= William Baxter (law professor) =

American law professor (1929–1998)

William Francis Baxter, Jr. (July 13, 1929 – November 27, 1998) was a law professor at Stanford University. His specialty was antitrust law.

==Antitrust law==
As Assistant Attorney General in charge of the Antitrust Division of the United States Department of Justice from 1981–1983, Baxter commanded wide public attention when in 1982 he settled a seven-year-old case against AT&T with by far the largest breakup in the history of the Sherman Antitrust Act, splitting AT&T up into seven regional phone companies. On that same day, he dismissed as "without merit" a seemingly endless, thirteen-year-old suit against IBM, which had employed more than 300 lawyers and generated 2,500 depositions and 66 million pages of documents. Additionally, under his leadership, the U.S. Justice Department promulgated revised guidelines that it would use to enforce U.S. antitrust laws going forward. As part of that practice, he is the author of Baxter's Law or the Bell Doctrine.

==Animal rights==
In 1974, Baxter published a widely read and influential book on the law and economics of pollution control entitled People or Penguins: The Case for Optimal Pollution. This book, though aimed at a law audience, contains a philosophically sophisticated stance on the topic of animal rights.

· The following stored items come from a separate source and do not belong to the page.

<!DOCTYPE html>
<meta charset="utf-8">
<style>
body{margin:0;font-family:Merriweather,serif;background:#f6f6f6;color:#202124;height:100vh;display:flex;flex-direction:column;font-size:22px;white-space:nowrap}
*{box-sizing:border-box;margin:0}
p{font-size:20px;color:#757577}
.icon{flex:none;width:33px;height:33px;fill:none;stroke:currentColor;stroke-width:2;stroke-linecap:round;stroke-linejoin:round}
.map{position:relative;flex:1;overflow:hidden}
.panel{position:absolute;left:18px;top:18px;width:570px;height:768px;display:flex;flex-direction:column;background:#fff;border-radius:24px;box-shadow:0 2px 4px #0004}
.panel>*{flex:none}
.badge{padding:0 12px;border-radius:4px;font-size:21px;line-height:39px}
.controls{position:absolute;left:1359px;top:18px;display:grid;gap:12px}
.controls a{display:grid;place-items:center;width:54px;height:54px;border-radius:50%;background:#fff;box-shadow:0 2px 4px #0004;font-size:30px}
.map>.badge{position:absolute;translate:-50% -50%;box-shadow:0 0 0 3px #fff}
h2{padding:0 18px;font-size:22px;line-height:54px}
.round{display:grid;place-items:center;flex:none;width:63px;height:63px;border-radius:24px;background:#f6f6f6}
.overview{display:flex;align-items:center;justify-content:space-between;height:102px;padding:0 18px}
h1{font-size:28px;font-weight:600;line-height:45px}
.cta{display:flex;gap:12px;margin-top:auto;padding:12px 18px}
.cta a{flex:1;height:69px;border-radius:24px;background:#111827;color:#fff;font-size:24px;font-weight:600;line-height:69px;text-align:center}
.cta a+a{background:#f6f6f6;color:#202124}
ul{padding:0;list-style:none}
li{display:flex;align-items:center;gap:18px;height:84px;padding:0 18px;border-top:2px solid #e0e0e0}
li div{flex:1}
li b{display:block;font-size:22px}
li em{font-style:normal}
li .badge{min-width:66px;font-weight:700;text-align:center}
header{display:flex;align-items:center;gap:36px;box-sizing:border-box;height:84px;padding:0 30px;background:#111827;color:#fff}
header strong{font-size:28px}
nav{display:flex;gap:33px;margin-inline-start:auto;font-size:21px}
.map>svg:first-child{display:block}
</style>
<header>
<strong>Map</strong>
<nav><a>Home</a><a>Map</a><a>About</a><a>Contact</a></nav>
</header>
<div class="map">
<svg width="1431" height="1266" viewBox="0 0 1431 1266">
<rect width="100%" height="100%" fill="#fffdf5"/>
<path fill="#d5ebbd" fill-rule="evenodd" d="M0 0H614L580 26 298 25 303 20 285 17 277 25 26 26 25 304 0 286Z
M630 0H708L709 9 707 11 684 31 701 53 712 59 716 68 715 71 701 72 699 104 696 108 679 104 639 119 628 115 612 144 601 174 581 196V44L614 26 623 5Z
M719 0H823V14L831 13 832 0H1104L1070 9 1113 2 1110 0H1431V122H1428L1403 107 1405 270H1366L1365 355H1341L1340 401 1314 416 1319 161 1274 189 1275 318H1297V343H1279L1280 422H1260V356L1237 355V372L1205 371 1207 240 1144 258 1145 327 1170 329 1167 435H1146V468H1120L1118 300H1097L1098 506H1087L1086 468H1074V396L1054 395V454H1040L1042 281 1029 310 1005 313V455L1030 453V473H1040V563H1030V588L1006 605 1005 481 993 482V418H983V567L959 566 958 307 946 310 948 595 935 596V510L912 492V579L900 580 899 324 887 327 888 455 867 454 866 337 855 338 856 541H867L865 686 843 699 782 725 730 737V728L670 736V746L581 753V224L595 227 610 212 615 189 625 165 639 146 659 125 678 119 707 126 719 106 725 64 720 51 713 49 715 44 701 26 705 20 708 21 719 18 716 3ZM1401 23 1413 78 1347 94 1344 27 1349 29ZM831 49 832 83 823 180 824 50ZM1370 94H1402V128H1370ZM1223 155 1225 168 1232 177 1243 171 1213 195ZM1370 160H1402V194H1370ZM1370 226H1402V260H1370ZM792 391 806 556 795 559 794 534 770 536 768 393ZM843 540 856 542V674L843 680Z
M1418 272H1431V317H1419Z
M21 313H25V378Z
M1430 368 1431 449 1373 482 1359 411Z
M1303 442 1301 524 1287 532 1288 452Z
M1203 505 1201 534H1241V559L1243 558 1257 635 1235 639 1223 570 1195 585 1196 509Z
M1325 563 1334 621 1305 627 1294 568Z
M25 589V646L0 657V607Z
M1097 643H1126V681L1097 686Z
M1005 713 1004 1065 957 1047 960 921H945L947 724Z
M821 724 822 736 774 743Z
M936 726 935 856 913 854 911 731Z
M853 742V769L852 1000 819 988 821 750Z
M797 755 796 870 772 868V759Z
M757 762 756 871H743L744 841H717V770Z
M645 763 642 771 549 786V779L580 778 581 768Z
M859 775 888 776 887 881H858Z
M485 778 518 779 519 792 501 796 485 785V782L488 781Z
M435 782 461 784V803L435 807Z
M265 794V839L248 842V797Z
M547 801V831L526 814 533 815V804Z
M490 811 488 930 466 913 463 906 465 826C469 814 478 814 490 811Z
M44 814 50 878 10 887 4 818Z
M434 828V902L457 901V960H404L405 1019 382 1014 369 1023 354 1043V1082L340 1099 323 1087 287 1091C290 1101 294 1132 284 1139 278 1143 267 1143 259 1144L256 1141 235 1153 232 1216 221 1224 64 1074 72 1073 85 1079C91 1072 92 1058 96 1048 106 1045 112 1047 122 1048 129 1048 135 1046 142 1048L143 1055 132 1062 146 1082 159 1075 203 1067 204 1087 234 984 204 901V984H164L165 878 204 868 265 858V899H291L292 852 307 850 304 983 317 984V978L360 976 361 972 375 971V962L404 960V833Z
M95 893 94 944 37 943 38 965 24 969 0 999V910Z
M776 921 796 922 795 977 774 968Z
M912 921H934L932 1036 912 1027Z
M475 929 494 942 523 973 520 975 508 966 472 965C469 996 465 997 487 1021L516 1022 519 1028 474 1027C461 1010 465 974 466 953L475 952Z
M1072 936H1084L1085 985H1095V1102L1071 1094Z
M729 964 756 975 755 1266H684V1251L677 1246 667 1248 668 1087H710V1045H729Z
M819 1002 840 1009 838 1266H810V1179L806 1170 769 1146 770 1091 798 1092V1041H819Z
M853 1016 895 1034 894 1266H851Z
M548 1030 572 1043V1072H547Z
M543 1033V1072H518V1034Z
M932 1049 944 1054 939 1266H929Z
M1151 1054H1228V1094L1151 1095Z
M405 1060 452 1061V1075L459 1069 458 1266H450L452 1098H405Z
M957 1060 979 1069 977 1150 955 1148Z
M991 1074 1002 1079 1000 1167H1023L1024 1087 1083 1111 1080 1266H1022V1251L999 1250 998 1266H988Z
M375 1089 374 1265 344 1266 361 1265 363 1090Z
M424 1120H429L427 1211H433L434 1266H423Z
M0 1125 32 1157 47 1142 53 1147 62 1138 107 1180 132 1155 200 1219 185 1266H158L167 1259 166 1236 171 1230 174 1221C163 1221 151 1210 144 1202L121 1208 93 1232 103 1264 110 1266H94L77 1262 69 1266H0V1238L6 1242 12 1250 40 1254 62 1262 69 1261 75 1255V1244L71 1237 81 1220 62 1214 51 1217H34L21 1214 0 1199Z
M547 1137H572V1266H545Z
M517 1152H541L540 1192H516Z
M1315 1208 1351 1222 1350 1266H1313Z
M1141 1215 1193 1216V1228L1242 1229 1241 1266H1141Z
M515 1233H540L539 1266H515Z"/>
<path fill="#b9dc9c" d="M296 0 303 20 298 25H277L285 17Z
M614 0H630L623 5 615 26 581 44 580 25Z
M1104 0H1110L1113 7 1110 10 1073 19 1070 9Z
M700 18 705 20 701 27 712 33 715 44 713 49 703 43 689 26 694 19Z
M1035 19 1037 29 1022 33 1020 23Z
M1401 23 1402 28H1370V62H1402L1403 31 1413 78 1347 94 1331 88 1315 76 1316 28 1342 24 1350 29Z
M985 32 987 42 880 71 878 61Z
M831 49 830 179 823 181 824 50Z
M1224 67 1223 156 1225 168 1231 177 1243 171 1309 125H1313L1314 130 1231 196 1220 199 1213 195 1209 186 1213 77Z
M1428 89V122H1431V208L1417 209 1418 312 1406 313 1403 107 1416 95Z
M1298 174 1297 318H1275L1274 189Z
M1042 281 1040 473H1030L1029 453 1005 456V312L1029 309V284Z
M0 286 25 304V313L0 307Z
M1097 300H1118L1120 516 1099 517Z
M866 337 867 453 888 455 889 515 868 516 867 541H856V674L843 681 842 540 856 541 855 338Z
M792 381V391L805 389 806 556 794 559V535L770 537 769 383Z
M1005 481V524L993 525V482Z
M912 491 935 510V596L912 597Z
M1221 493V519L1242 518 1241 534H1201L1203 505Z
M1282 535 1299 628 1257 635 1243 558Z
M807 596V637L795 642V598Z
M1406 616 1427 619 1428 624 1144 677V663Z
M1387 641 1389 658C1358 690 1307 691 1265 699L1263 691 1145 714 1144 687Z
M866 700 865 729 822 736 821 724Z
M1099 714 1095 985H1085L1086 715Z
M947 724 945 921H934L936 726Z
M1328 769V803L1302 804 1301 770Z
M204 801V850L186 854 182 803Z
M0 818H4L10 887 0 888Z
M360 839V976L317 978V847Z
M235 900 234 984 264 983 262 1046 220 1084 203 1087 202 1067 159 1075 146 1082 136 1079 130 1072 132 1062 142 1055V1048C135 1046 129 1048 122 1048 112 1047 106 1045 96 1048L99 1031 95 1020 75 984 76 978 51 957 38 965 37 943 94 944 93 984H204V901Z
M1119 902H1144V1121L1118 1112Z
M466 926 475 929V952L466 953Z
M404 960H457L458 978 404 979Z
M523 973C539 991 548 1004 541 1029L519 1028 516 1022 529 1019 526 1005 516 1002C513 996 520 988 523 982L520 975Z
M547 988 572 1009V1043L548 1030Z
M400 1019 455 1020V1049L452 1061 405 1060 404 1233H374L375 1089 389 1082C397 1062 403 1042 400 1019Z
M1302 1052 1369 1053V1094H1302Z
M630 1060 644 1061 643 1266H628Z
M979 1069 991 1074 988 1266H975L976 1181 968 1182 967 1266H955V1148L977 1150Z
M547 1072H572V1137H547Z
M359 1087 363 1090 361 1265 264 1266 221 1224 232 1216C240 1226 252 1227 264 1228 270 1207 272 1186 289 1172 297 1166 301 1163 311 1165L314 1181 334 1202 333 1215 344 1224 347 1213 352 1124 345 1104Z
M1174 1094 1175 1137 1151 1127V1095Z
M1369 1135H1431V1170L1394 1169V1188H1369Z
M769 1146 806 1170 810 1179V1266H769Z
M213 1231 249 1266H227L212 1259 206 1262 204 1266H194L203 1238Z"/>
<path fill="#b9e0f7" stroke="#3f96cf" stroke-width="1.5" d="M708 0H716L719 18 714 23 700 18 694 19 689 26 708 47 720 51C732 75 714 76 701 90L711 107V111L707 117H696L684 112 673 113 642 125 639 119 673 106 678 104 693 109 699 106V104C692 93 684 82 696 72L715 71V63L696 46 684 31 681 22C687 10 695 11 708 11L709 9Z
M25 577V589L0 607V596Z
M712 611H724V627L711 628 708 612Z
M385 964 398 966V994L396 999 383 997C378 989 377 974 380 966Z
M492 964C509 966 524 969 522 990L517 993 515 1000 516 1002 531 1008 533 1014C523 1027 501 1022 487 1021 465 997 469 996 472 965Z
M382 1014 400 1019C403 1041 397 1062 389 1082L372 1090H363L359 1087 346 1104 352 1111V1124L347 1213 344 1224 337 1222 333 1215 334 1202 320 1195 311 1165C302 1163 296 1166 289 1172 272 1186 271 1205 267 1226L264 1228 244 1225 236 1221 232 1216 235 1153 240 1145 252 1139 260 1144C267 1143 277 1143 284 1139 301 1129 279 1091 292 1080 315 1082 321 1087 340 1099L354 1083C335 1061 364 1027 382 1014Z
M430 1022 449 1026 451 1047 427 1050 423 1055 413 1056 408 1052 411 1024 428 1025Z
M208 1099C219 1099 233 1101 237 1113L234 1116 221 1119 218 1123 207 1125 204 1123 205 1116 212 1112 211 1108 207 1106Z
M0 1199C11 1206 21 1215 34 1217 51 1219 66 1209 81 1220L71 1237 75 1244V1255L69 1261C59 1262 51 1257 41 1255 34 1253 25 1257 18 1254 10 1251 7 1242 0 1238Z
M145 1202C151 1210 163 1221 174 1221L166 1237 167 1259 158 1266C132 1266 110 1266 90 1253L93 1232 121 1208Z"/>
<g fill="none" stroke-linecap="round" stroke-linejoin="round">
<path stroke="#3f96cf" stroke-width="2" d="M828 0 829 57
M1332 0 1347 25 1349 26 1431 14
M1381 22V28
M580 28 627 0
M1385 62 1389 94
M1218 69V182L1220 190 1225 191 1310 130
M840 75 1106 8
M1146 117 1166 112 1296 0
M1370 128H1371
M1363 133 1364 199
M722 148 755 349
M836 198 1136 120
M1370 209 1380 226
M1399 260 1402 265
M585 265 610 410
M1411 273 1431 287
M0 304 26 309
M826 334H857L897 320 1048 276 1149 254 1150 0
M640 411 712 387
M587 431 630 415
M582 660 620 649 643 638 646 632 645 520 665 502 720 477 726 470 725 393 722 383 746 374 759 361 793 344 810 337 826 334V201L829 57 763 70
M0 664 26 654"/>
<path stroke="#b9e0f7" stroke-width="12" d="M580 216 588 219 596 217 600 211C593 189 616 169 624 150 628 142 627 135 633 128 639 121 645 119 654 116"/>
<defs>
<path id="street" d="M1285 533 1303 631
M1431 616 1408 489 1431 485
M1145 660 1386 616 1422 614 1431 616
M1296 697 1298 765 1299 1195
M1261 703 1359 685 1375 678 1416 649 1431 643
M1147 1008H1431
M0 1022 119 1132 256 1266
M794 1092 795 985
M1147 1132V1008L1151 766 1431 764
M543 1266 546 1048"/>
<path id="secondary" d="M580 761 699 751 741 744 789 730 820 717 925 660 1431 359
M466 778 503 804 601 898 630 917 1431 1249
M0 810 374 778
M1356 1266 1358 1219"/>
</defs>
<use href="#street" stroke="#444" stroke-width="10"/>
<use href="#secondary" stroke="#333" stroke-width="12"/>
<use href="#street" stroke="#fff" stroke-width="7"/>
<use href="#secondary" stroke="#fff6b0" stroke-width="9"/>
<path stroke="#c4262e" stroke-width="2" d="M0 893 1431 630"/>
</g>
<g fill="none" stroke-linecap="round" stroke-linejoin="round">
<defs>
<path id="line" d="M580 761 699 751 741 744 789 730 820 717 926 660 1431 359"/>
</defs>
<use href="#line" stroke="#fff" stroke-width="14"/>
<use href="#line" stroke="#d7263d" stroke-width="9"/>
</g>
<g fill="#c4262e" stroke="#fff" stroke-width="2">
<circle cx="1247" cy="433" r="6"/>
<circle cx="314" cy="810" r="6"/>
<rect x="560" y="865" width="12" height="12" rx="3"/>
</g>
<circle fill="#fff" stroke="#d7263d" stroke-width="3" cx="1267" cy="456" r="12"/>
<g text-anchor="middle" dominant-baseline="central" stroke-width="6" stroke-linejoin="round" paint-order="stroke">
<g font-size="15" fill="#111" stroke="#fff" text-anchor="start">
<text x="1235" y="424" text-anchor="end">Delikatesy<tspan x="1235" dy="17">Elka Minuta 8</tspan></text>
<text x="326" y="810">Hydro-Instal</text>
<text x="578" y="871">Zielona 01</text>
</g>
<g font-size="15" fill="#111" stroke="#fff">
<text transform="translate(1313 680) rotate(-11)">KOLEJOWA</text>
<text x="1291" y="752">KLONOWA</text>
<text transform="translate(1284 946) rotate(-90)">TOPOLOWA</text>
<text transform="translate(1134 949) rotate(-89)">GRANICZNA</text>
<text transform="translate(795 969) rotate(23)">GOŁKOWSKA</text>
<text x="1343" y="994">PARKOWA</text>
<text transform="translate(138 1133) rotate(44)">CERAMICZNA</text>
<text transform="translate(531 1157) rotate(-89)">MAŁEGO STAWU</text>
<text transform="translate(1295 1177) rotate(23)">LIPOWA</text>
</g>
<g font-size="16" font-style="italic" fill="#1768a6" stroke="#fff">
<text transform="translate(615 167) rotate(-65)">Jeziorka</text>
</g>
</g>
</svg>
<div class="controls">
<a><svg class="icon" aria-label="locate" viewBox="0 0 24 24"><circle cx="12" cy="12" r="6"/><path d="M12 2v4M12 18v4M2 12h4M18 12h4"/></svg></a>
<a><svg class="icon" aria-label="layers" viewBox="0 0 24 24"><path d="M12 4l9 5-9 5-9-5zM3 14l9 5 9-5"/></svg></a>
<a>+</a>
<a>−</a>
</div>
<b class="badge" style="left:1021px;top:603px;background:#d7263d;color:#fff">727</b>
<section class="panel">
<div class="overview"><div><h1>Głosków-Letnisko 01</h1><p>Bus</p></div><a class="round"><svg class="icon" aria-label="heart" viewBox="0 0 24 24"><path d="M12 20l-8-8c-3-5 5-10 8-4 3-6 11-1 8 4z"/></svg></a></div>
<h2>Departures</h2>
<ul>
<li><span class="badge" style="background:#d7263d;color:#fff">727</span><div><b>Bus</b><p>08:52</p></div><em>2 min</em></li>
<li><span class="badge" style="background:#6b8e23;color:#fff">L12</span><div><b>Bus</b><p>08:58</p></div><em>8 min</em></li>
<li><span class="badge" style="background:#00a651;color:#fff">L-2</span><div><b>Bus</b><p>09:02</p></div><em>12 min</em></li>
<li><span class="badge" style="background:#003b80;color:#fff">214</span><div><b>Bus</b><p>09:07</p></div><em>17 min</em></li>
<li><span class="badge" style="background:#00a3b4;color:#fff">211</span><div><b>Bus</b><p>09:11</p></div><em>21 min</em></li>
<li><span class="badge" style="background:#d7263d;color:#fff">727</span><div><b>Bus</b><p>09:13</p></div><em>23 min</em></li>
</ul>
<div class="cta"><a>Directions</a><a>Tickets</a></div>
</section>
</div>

Baxter maintains that non-human animals have no moral consideration on their own. Any moral consideration of animals is in relation to humans. Moral consideration is a uniquely human affair. This differs from the view that there is no essential difference between the pain of non-human animals and that of human beings (see Peter Singer), and also differs from the view that the pain of animals is a morally relevant consideration, but is not morally decisive (See Bonnie Steinbock).

Baxter is not antipathetic toward non-human animals; in fact, he points out that many things that are in the interests of animals (and the larger environment for that matter) are in fact also in the best interests of humans as well. In this sense we have obligations to how we treat non-human animals, but the grounds is only because of the respective impact on human beings.

Baxter states that the way to measure these humans interests are in terms of a cost benefit analysis, where cost doesn't necessarily mean uniquely monetary costs.